■ **Material supplied**:

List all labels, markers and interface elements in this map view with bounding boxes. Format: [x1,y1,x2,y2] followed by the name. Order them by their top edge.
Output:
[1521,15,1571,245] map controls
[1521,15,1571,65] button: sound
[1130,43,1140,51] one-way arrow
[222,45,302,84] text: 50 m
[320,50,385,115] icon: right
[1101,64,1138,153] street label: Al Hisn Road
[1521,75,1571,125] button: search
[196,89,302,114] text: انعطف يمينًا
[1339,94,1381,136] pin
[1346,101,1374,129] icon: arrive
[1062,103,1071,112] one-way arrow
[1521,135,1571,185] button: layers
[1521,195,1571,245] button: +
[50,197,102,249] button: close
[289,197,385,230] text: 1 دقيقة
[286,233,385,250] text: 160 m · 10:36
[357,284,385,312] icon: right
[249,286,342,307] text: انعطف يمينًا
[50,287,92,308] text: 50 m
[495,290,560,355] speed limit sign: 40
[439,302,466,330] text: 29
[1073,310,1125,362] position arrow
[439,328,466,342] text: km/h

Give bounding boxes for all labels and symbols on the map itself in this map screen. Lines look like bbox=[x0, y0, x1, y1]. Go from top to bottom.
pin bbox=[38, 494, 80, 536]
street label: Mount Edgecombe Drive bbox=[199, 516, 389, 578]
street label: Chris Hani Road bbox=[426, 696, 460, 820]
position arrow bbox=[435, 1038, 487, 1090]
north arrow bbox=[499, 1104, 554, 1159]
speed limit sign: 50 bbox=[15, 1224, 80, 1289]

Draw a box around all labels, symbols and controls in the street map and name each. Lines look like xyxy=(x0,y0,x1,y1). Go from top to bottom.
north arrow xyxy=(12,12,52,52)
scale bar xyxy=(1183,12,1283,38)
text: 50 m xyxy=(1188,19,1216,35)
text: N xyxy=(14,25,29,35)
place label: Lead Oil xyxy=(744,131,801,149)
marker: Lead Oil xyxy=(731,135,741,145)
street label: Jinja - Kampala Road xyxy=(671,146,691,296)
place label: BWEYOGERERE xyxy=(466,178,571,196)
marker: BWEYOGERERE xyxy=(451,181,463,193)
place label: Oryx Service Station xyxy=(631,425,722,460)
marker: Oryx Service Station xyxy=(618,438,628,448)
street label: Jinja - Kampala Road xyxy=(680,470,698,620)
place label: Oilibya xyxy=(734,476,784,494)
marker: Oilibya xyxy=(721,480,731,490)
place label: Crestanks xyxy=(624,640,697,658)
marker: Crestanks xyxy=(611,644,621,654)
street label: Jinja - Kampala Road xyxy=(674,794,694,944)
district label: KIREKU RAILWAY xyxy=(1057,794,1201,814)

■ **Exercise goal**:
Print out the listing in full, exactly as it appears.

■ **Answer for this exercise**:
List all labels, markers and interface elements in this map view with bounding boxes. Format: [x1,y1,x2,y2] followed by the name. Order them by their top edge.
Output:
[1521,15,1571,245] map controls
[1521,15,1571,65] button: sound
[1130,43,1140,51] one-way arrow
[222,45,302,84] text: 50 m
[320,50,385,115] icon: right
[1101,64,1138,153] street label: Al Hisn Road
[1521,75,1571,125] button: search
[196,89,302,114] text: انعطف يمينًا
[1339,94,1381,136] pin
[1346,101,1374,129] icon: arrive
[1062,103,1071,112] one-way arrow
[1521,135,1571,185] button: layers
[1521,195,1571,245] button: +
[50,197,102,249] button: close
[289,197,385,230] text: 1 دقيقة
[286,233,385,250] text: 160 m · 10:36
[357,284,385,312] icon: right
[249,286,342,307] text: انعطف يمينًا
[50,287,92,308] text: 50 m
[495,290,560,355] speed limit sign: 40
[439,302,466,330] text: 29
[1073,310,1125,362] position arrow
[439,328,466,342] text: km/h

Give bounding boxes for all labels and symbols on the map itself in this map screen. Lines look like bbox=[x0, y0, x1, y1]. Go from top to bottom.
pin bbox=[38, 494, 80, 536]
street label: Mount Edgecombe Drive bbox=[199, 516, 389, 578]
street label: Chris Hani Road bbox=[426, 696, 460, 820]
position arrow bbox=[435, 1038, 487, 1090]
north arrow bbox=[499, 1104, 554, 1159]
speed limit sign: 50 bbox=[15, 1224, 80, 1289]

Draw a box around all labels, symbols and controls in the street map and name each. Lines look like xyxy=(x0,y0,x1,y1). Go from top to bottom.
north arrow xyxy=(12,12,52,52)
scale bar xyxy=(1183,12,1283,38)
text: 50 m xyxy=(1188,19,1216,35)
text: N xyxy=(14,25,29,35)
place label: Lead Oil xyxy=(744,131,801,149)
marker: Lead Oil xyxy=(731,135,741,145)
street label: Jinja - Kampala Road xyxy=(671,146,691,296)
place label: BWEYOGERERE xyxy=(466,178,571,196)
marker: BWEYOGERERE xyxy=(451,181,463,193)
place label: Oryx Service Station xyxy=(631,425,722,460)
marker: Oryx Service Station xyxy=(618,438,628,448)
street label: Jinja - Kampala Road xyxy=(680,470,698,620)
place label: Oilibya xyxy=(734,476,784,494)
marker: Oilibya xyxy=(721,480,731,490)
place label: Crestanks xyxy=(624,640,697,658)
marker: Crestanks xyxy=(611,644,621,654)
street label: Jinja - Kampala Road xyxy=(674,794,694,944)
district label: KIREKU RAILWAY xyxy=(1057,794,1201,814)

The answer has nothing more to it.